En su turno,  cada jugador, con las cartas de su mano puede hacer una de las siguientes acciones por este orden:



1.-  Poner una o dos cartas de estación como pasajero en una de las estaciones centrales, y para ello debe coincidir el color de la carta con la de estación central. Acción obligatoria.

2.- Colocar frente al jugador tantas estaciones como se deseen. Para ello primero se coloca una carta de un color, todas las demás se colocan en columna del mismo color y en orden ascendente (no se puede repetir el mismo número ni cambiar el orden), formando una línea de estaciones. Acción opcional.

3.- Compra un tranvía.
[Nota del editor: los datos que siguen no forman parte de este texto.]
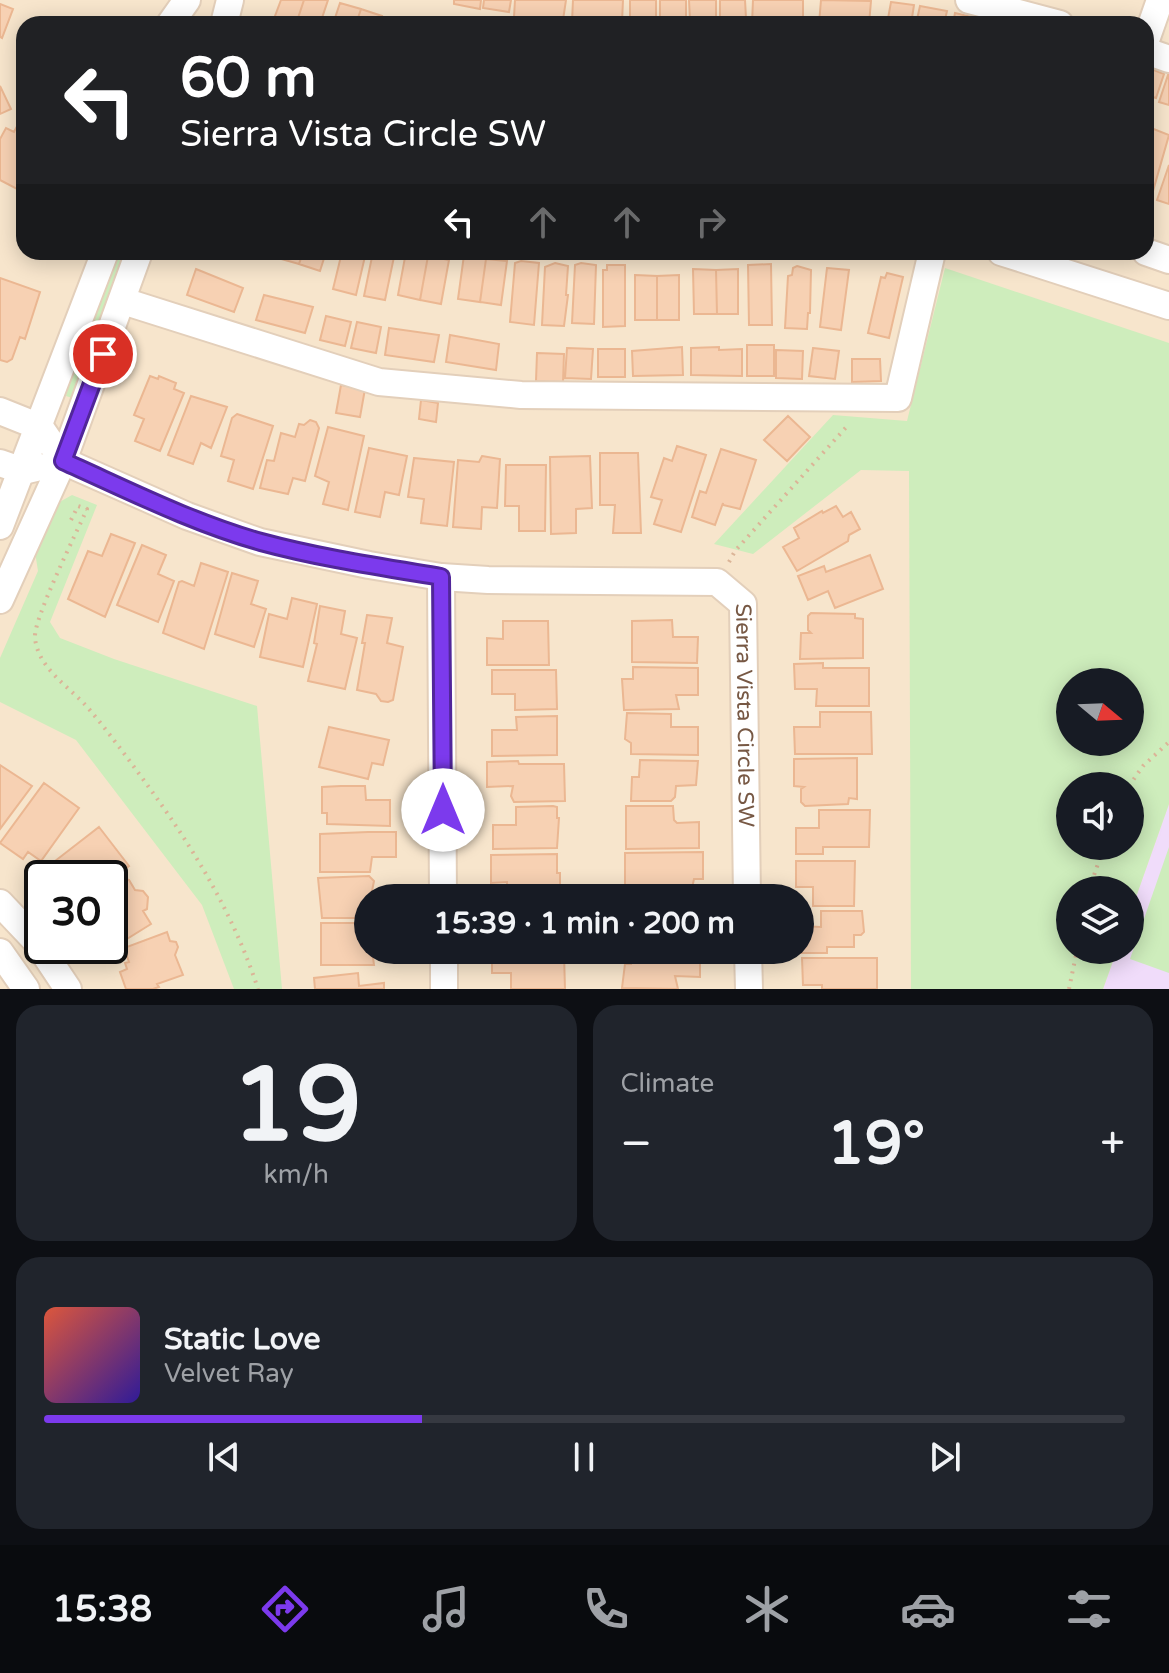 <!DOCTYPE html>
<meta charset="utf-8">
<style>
body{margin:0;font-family:"Varela Round",sans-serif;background:#20242c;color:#f1f3f6;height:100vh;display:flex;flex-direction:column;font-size:30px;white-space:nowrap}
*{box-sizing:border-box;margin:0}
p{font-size:26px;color:#9ea1a6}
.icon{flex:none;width:44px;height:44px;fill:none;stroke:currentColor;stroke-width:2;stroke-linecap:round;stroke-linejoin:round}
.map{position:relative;height:989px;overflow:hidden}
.sheet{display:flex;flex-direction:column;gap:16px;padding:16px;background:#0d0f14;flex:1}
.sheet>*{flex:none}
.banner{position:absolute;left:16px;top:16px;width:1138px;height:244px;border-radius:24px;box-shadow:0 4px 20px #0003;background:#202124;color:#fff;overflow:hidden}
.needle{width:52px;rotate:109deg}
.fabs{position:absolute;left:1056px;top:668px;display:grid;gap:16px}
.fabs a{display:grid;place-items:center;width:88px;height:88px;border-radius:50%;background:#171b24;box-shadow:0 4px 20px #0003;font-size:40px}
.speed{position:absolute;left:24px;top:860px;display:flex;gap:16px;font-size:40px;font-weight:700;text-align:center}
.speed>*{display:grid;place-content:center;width:104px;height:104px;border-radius:50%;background:#171b24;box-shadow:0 4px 20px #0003;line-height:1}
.speed .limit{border:4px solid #111;border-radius:12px;background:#fff;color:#111}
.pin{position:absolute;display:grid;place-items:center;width:68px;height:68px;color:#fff;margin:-34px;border:4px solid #fff;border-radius:50%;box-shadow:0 2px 8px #0007}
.me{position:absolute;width:88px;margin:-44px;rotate:0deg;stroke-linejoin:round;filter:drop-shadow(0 0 6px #0008)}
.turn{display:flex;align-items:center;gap:28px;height:168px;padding:0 32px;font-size:36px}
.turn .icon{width:104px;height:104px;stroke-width:2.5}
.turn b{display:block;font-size:56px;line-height:68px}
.lanes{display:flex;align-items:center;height:76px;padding:0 32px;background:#0003;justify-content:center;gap:40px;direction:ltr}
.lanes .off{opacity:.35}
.big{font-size:60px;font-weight:800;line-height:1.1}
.sheet .tile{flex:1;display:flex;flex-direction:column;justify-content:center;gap:12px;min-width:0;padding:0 28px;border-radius:24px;background:#20242c}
.sheet .dial{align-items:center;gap:0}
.dial b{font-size:104px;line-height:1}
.song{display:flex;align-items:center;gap:24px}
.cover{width:96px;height:96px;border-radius:12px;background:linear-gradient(135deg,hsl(10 70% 55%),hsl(250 70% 35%))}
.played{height:8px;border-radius:4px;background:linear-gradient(90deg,#7c3aed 35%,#363941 35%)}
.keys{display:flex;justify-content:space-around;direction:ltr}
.heat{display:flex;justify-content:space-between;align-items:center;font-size:44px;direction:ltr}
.sheet .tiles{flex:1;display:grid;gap:16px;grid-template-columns:1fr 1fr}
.tile:last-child{grid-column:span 2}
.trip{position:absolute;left:354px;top:884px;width:460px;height:80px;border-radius:40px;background:#171b24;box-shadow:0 4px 20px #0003;font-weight:800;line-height:80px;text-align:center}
.tabs{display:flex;height:128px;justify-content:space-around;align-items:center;background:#090b0e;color:#9ea1a6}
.tabs .icon{width:56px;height:56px}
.tabs .current{color:#7c3aed}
.tabs b{font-size:36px;color:#f1f3f6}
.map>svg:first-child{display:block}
</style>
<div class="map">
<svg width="1169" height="989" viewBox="0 0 1169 989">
<rect width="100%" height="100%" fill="#fef3de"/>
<!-- residential -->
<path fill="#f7e5cc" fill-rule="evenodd" d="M0,0h1169v989h-1169zM24,24h1122v228h-1122zM1070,682h60v60h-60zM1070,786h60v60h-60zM42,878h68v68h-68zM1070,890h60v60h-60zM368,898h432v52h-432z"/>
<!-- education -->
<path fill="#f0dcfa" d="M1169,804v185h-66l14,-39h13v-36z"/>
<!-- green -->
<path fill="#ceedbc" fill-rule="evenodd" d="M117,252h13l-52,143 -6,3 -6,-2 2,-8z
M945,268l224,75v461l-39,110v-24h-60v60h47l-14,39h-192l-2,-518 -48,-1 -108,84 -39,-10 119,-129 74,6zM1070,682h60v60h-60zM1070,786h60v60h-60z
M72,495l25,10 -47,117 10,16 54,21 143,47 25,283h-48l-32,-84 -126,-165 -76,-38v-44l38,-87 -3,-19 21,-48z
M1169,847v126l-39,-14z"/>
<!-- building -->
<path fill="#f7d1b3" stroke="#ebb792" stroke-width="2" d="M281,0h23l-8,24h-24z
M304,0h24l-8,24h-24z
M454,0h27l-1,9 -26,-5z
M484,0h27l-2,12 -26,-4z
M515,0h51l-3,20 -49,-3z
M573,0h50l-1,22h-50z
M630,0h26v20h-26z
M660,0h26v19l-26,1z
M689,0h27v19l-26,1z
M720,0h25l1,18 -26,1z
M753,0h50v23l-51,1z
M821,0l50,1 -2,23h-50z
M891,2l23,3 -3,19h-24z
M340,3l21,6 -5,15h-23z
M0,4l13,5 -11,29 -2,-1z
M920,6l27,5 -3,13h-28z
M361,9l21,7 -2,8h-24z
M955,13l25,6 -1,5h-26z
M1146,67l18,7 -8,24 -10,-3z
M1168,75h1v30l-10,-3z
M0,86l11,23 -11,5z
M22,117l2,59 -7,13 -17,-9v-41l6,-11 8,4z
M1151,128l18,7 -18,63 -5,-1v-55z
M1169,165v39l-12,-4z
M280,252h23l-4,12 -21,-6z
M303,252h23l-6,19 -21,-7z
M342,252h24l-10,43 -23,-6z
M373,252h22l-10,48 -21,-4z
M406,252l22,4 -8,44 -22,-5z
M464,255l22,4 -6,43 -22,-3z
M428,256l21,4 -8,44 -21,-4z
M486,259l21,2 -6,44 -21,-3z
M521,261l18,2 -5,62 -24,-3 5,-59z
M555,263l13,3 -2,29h2l-4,31 -22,-1 3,-58z
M581,263l15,2 -2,59 -22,-1 3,-58z
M771,264l1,61h-23l-1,-60z
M607,265h18v61l-22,1v-57h4z
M797,266l14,4 -1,43h-2l-1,16 -22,-1 3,-52 4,-1 1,-7z
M827,268l22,2 -8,60 -21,-3z
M196,269l47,19 -9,24 -47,-17z
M693,269l23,1 1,44h-23z
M738,269v45h-21l-1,-44z
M887,273l16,4 -14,61 -21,-5 13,-56 4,1z
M635,275l22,1v44h-22z
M679,275v45h-22v-44z
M0,278l40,14 -15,47 -5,-2 -8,22 -5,3 -7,-2z
M264,295l49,12 -8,26 -49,-13z
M326,316l25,6 -6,24 -25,-6z
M357,322l24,5 -5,26 -25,-5z
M389,328l50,7 -5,27 -49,-7z
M450,335l49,9 -3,26 -50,-8z
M747,345h27v31h-27z
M682,347l1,28 -50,1 -1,-25z
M719,347v3l23,-1v27l-51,-1v-27z
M567,348l26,1 -2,30 -26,-1z
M813,348l26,3 -4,28 -26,-3z
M598,349h27v28h-27z
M776,350l27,1 -1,28 -26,-1z
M537,353l27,1 -1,28 -27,-1z
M852,359h28l1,22 -29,1z
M150,376l8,3 1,-3 17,7 -2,6 10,4 -24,58 -25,-10 9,-22 -10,-4z
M341,385l24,4 -5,28 -24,-4z
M191,396l36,11 -16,41 -10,-5 -8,21 -25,-9z
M421,400l17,3 -2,19 -17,-3z
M237,414l36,12 -20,63 -25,-8 6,-21 -13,-4 11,-38z
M788,416l22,21 -23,24 -23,-21z
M310,420l6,2 3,6 -14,53 -12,-3 -5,16 -28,-6 7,-28 7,1 7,-28 14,4 4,-13 5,1z
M328,427l36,9 -16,74 -25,-6 6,-22 -14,-6z
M677,446l29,9 -25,77 -27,-8 8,-24 -11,-3 13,-39 8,3z
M369,448l38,8 -8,39 -14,-3 -5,25 -25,-5z
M721,449l35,11 -16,49 -17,-4v-2l-8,22 -23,-8 8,-26 6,2z
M600,453h38l3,80h-28l2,-28h-15z
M482,456l18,3 -3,49 -15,-1 -1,22 -28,-2 5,-67 21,2z
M590,456l2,52 -16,1v24l-25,1 -1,-77z
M414,458l40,4 -7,64 -26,-3 3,-24 -16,-2z
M506,465h40l-1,66h-26v-25h-14z
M836,506l7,11 8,-5 9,17 -11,6 -1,6 -51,30 -14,-24 16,-9 -5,-10 28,-17 1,2z
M111,534l24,9 -30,74 -37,-18 20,-48 14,5z
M142,545l24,10 -8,19 16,7 -16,41 -41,-17z
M870,555l13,34 -48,19 -7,-17 -20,9 -10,-24 26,-10 2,6z
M201,563l27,9 -24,77 -41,-16 16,-51 3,-1 12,5z
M232,573l26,8 -7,23 15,5 -12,38 -39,-13z
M292,598l25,6 -14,63 -43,-10 9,-43 18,5z
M320,606l25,5 -4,23 16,4 -12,51 -37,-8 9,-37 -3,-1z
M811,613l44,1v4l8,1v39l-63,1 1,-26h10l-3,-3v-14z
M367,615l25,3 -5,25 16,4 -10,53 -5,2 -7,-1 -5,-7 -19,-4 8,-47h-3z
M672,620l1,17h25l-1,26 -65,-1v-41z
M503,621h45l1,44h-62v-27l16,1z
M823,663v5h46v38h-53l1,-17h-22l-1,-25z
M633,667l65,1v27h-22l3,14 -55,1 -2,-31h11z
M492,670h64l1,39 -42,1v-16h-23z
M820,712h51l1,42h-77l-1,-27h26z
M627,713l44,1v13h27v28l-67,-1v-11l-6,-4z
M557,716v39l-65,1v-26h25l-1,-13z
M329,727l60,13 -6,25 -11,-2 -4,16 -49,-12z
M857,758v41l-8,-1 -1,6 -43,2 -4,-4v-13l3,-2 -10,-1v-27z
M640,760l58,1 -2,24 -20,1 -1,11 -4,4h-40l1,-24h7z
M518,761l1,3h45l1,37 -51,1 -3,-6 2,-10 -26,1v-25z
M0,765l32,21 -32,43z
M44,783l35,25 -38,53 -13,-9 -5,7 -23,-16z
M341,786h24l1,14h24v26l-63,-2v-11h-5v-26z
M553,806l4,1v11h2l-2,30 -64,1v-24h23v-18z
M626,806h47l1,14 3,3 22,-1v26l-73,1z
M819,810h51l-1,37h-46v7h-27v-26h23z
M99,827l30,39 -19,14v-2h-50l-5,-17z
M368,832h28v25h-24l-2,15h-50v-38z
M703,852v27h-9l-4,18h-65v-44z
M557,854v19h3v16h-3v7h-44v-7h-6v-7l-16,1v-28z
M796,861h59l-1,45h-41v-19h-17z
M369,876l5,5 -2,10 24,1v6h-28v20h-46l-4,-40z
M119,878l10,2 6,10 8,1 5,6 -1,12 -4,2 8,13 -29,18 -5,-4 -4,-10h-3l1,-45z
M821,911h41l2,21 -3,3h-7v12h-27v6h-31v-3h4v-24l21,1z
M321,923h47v27h21h-17l2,15h-53z
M167,932l3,9 6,1 2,5 -3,8 8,20 -26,9 2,3 -6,2h-27l-6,-17 7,-3 -2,-6 4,-1 -5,-14z
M492,950h29v4h43l1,35h-54v-16h-19z
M670,950h30v27l-25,-1 3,13 -56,-1 3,-24h6v-12z
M802,958h75v31h-55v-4h-19z
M358,973l1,13 25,-3v6h-69l-1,-11z"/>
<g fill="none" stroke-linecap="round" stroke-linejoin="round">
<defs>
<g id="minor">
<path d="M969,0l91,24"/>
<path d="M170,24l17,-24"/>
<path d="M224,24l6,-24"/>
<path d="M1146,40l14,-40"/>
<path d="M1146,51l23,8"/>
<path d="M1001,252l168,54"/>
<path d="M1146,252l23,8"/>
<path d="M123,301l256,81 142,13 377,3 34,-146"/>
<path d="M0,411l40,16"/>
<path id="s1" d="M40,427l23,34 124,55 73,26 109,23 72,12 47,3 229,2 26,22 4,294"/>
<path d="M0,463l23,8 17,-4"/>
<path d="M0,526l105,-274"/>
<path d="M441,577l2,321"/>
<path d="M0,600l63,-139 76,-209"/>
<path d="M0,903l36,38 32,48"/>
<path d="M444,950v39"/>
<path d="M748,950l1,39"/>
<path d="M0,952l26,37"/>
</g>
</defs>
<!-- minor casing -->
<use href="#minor" stroke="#e3cfba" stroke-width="30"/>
<!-- path -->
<path stroke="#dbb497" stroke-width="4" stroke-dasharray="2 6" stroke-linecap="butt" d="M71,520l7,-14 9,3c-10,23 -54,110 -52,129 3,31 35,49 54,71 21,25 40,51 59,77 46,63 86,129 110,203
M729,562l6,-11 114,-127
M1129,786l14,-20 26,-24
M1089,890l15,-44
M1069,989l8,-39"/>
<!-- minor -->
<use href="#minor" stroke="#fff" stroke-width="26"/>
</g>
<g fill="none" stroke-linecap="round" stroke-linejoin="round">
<defs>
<path id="route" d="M103,354l-40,107c65,29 130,62 198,81 59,16 120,25 180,35l2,233"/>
</defs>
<!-- route casing -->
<use href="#route" stroke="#51269a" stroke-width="20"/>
<!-- route -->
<use href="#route" stroke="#7c3aed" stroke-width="14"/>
</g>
<g text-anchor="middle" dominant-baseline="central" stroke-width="6" stroke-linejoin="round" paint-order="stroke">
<!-- street labels -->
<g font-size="22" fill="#775844" stroke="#fff6e7">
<text stroke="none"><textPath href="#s1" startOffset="860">Sierra Vista Circle SW</textPath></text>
</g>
</g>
</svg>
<div class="fabs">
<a><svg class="needle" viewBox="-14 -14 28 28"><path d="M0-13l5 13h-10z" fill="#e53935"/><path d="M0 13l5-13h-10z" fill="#9ea1a6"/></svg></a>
<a><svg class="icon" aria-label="sound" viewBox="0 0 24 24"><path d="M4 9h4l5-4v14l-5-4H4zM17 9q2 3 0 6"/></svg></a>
<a><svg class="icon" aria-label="layers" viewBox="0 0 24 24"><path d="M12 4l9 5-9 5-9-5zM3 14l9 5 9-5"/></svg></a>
</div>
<div class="speed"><div class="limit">30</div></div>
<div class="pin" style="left:103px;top:354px;background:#d93025"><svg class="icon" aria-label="arrive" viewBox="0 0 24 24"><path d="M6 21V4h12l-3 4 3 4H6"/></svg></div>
<svg class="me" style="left:443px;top:810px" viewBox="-20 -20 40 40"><circle r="19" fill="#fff"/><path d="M0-13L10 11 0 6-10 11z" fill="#7c3aed"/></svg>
<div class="trip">15:39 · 1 min · 200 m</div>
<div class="banner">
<div class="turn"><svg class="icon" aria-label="left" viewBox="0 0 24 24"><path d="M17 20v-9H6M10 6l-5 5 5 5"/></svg><div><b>60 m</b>Sierra Vista Circle SW</div></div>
<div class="lanes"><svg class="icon" aria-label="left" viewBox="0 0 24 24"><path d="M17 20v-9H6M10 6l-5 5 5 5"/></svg><svg class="icon off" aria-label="ahead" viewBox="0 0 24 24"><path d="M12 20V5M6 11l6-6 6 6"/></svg><svg class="icon off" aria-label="ahead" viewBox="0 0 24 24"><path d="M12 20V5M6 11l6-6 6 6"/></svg><svg class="icon off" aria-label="right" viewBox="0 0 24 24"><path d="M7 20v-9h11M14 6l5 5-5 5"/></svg></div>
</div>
</div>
<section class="sheet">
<div class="tiles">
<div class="tile dial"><b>19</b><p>km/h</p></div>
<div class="tile"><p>Climate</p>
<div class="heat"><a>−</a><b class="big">19°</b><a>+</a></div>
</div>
<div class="tile">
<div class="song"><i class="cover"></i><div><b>Static Love</b><p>Velvet Ray</p></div></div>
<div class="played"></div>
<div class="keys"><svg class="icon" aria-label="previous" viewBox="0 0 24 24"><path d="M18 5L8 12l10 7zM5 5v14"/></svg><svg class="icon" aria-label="pause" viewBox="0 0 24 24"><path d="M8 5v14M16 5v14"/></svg><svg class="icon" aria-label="next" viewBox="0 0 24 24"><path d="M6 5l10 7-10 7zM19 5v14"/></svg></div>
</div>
</div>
</section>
<nav class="tabs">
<b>15:38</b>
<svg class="icon current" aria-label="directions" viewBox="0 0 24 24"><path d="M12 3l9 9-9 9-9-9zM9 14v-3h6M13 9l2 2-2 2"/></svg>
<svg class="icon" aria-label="music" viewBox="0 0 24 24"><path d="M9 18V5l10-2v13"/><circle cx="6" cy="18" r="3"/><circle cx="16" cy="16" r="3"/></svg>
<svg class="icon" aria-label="phone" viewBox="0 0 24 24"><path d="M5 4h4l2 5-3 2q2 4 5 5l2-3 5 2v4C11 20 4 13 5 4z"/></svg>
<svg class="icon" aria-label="climate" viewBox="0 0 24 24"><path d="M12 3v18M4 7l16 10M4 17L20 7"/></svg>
<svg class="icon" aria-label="car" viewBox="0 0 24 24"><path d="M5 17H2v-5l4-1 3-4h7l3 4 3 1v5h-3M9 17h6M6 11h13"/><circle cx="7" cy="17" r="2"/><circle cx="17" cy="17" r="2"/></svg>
<svg class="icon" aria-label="filters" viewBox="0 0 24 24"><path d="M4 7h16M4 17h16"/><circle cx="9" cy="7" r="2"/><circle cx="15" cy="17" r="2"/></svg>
</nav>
Cada línea de estaciones debe tener un tranvía para que funcionen, para ello se compra un tranvía de uno de los tres disponibles fuera del mazo. Una vez que se haya comprado todos los tranvías que el jugador quiera o pueda, deberá reponerlos con los del mazo. Los primeros tranvías, movidos a caballo, son mas baratos, pero dan un multiplicador menos. Esta es una acción opcional.

4.- Descartarse las cartas de la mano que no se deseen, dándoles la vuelta y bajándolas a la pila de dinero. Ese dinero es para comprar tranvías. Acción opcional.

5.- Rellenar la mano hasta que haya un total de 6 cartas. Acción obligatoria.



Cuando se coloca un cuarto pasajero en una de las estaciones centrales, se completa un viaje. Cada jugador suma los valores de cada una de las estaciones de su línea de estaciones del color de la estación central y lo multiplica por el multiplicador del tranvía. Los puntos se escriben en el blog de notas. También, cada jugador dispone de un viaje extra, que consiste en que si un jugador tiene una línea con ocho o más estaciones, solo ese jugador podrá apuntarse los puntos que genera esa línea.



El juego acaba cuando se completan diez viajes. Ambos jugadores suman los puntos de cada uno de los viajes (más el viaje extra si lo consiguieron). Quién más puntos tenga será el ganador.



El juego es muy sencillo y rápido, en poco más de media hora se termina, y tras varias partidas, reconozco que es un juego divertido. Las cartas tienen una buena calidad y cada una tiene dibujos de la ciudad de Hamburgo en el pasado. En este juego hay que replantearse la estrategia constantemente viendo los movimientos del rival, adaptándose a los golpes de suerte; porque el azar es muy importante, con solo 6 cartas en la mano, puedes tener una racha de malas cartas que te destrocen el juego entero, o viceversa, tener una racha buena al principio y no dar oportunidad al rival (doy fe de ambas situaciones).